(Exercise material)

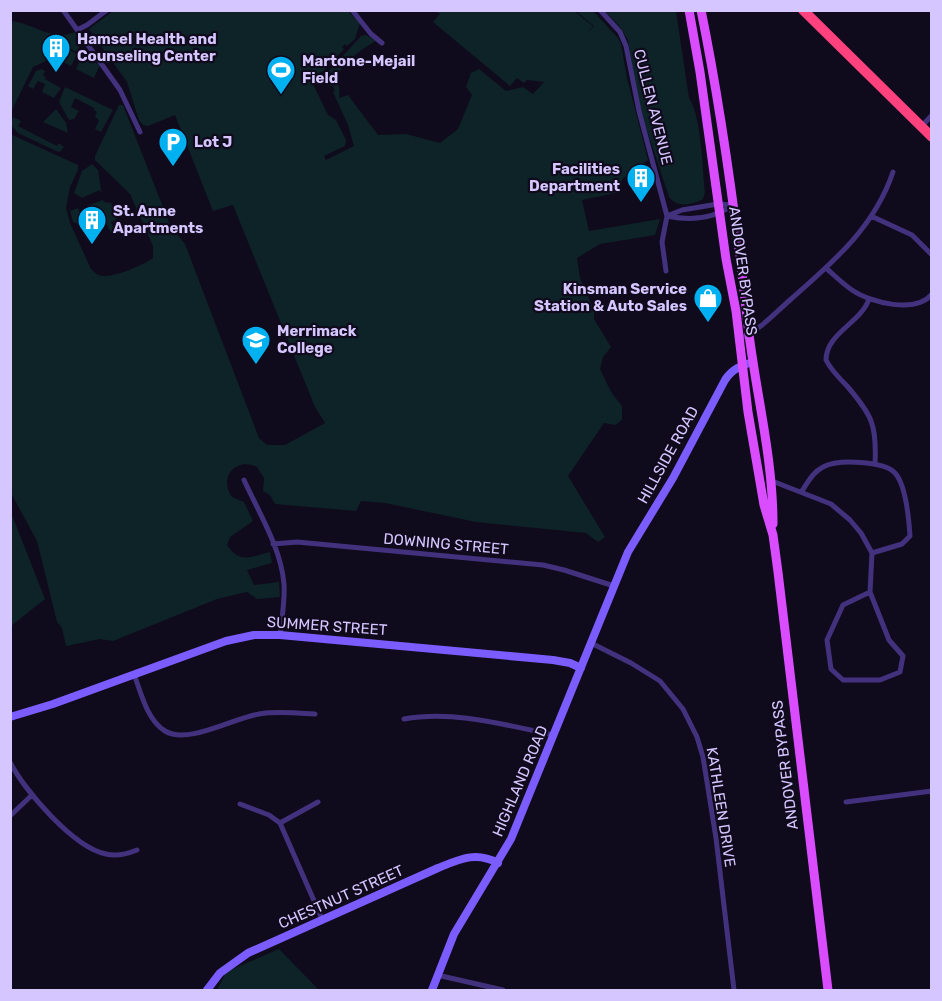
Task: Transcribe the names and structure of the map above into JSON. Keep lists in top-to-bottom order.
{
  "streets": {
    "main road": ["ANDOVER BYPASS"],
    "street": [
      "CULLEN AVENUE",
      "HILLSIDE ROAD",
      "DOWNING STREET",
      "SUMMER STREET",
      "HIGHLAND ROAD",
      "KATHLEEN DRIVE",
      "CHESTNUT STREET"
    ]
  },
  "crossings": [
    ["ANDOVER BYPASS", "HILLSIDE ROAD"],
    ["HILLSIDE ROAD", "HIGHLAND ROAD"],
    ["DOWNING STREET", "HIGHLAND ROAD"],
    ["SUMMER STREET", "HIGHLAND ROAD"],
    ["HIGHLAND ROAD", "KATHLEEN DRIVE"],
    ["HIGHLAND ROAD", "CHESTNUT STREET"]
  ],
  "places": {
    "building": ["Hamsel Health and Counseling Center", "Facilities Department", "St. Anne Apartments"],
    "sports": ["Martone-Mejail Field"],
    "parking": ["Lot J"],
    "shop": ["Kinsman Service Station & Auto Sales"],
    "school or university": ["Merrimack College"]
  }
}
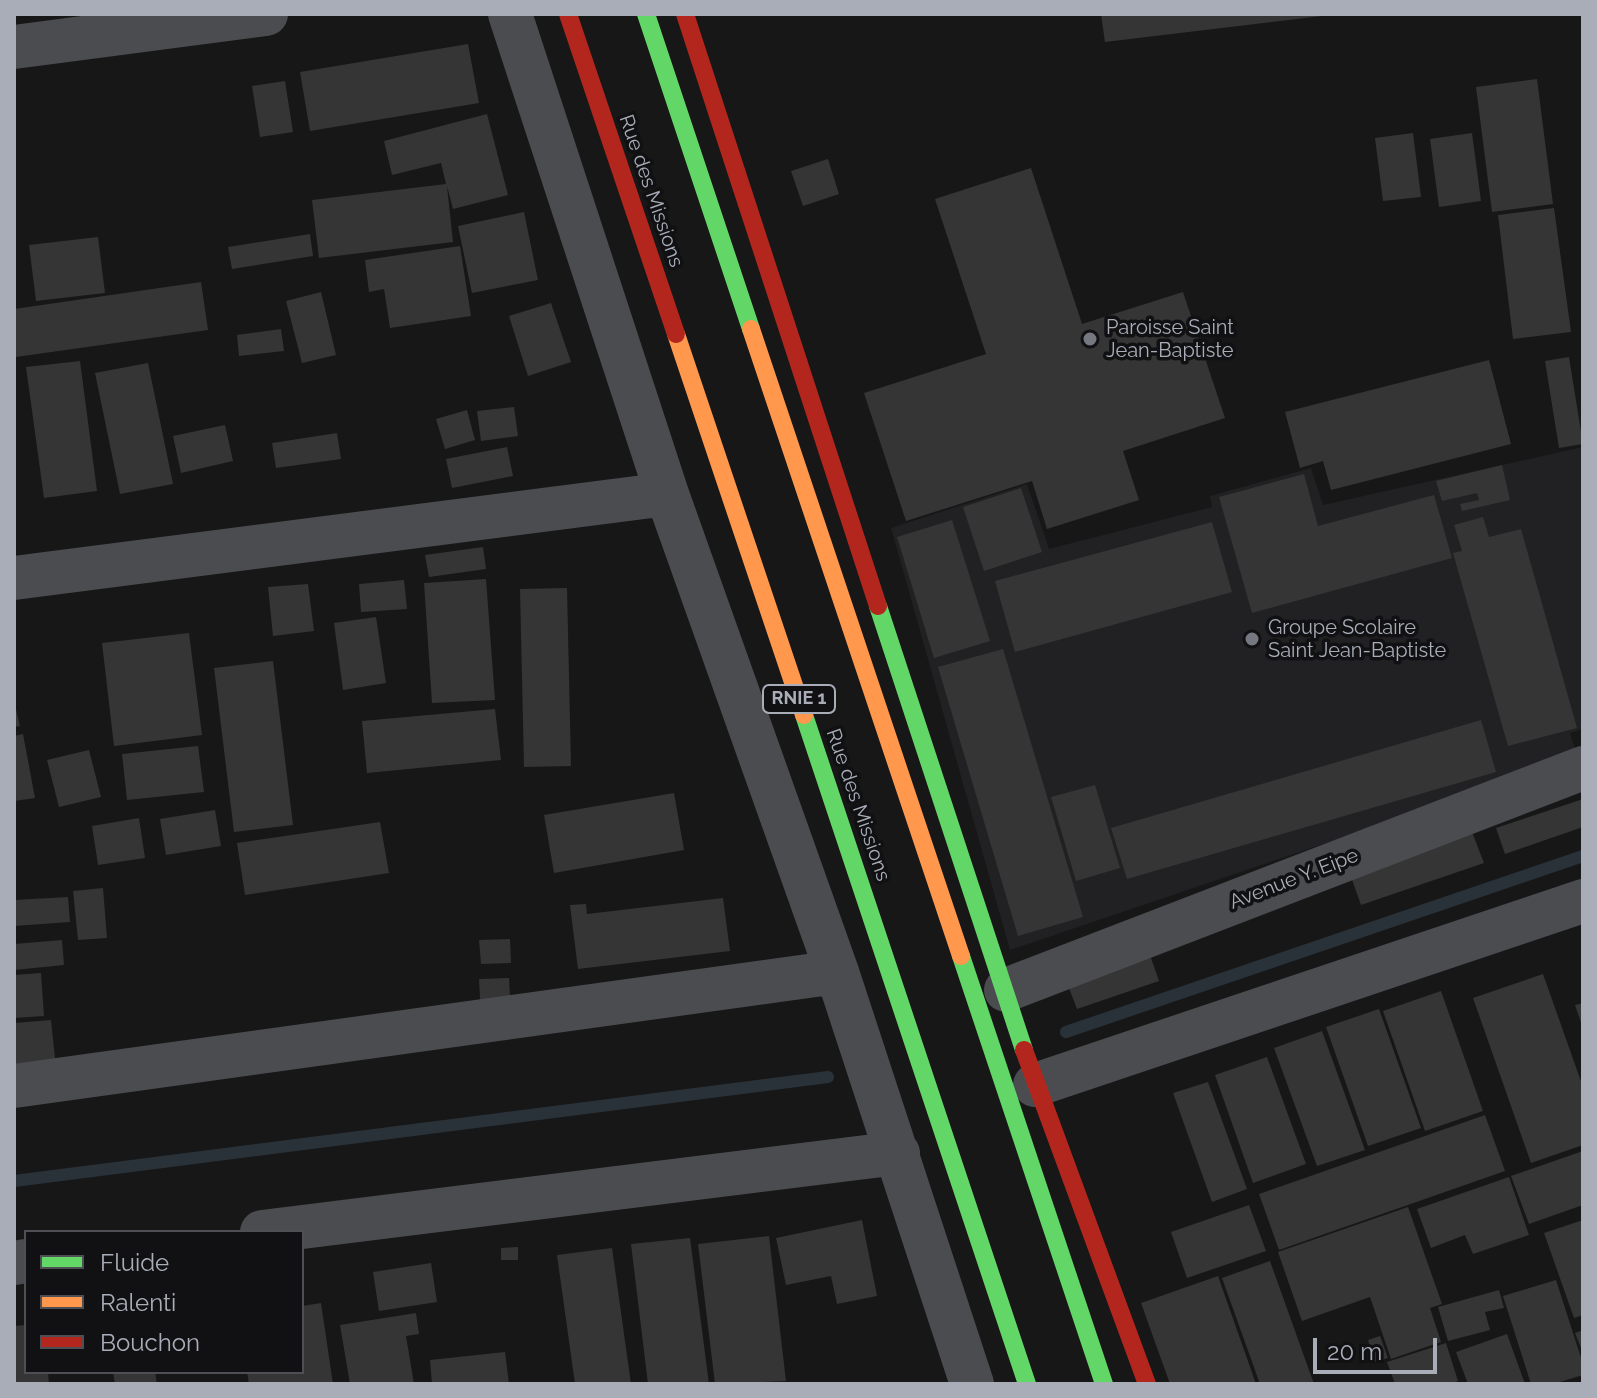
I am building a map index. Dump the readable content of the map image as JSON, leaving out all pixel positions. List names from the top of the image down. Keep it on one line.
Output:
{"streets":{"main road":["Rue des Missions","RNIE 1"],"street":["Avenue Y. Eipe"]},"places":["Paroisse Saint Jean-Baptiste","Groupe Scolaire Saint Jean-Baptiste"],"legend":["Fluide","Ralenti","Bouchon"],"scale_bar":"20 m"}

(End Exercise material)

**Requirement**
Set down only the line containing "I am building" and the lines after it through the end, exactly as they appear above.

**Answer for the task**
I am building a map index. Dump the readable content of the map image as JSON, leaving out all pixel positions. List names from the top of the image down. Keep it on one line.
Output:
{"streets":{"main road":["Rue des Missions","RNIE 1"],"street":["Avenue Y. Eipe"]},"places":["Paroisse Saint Jean-Baptiste","Groupe Scolaire Saint Jean-Baptiste"],"legend":["Fluide","Ralenti","Bouchon"],"scale_bar":"20 m"}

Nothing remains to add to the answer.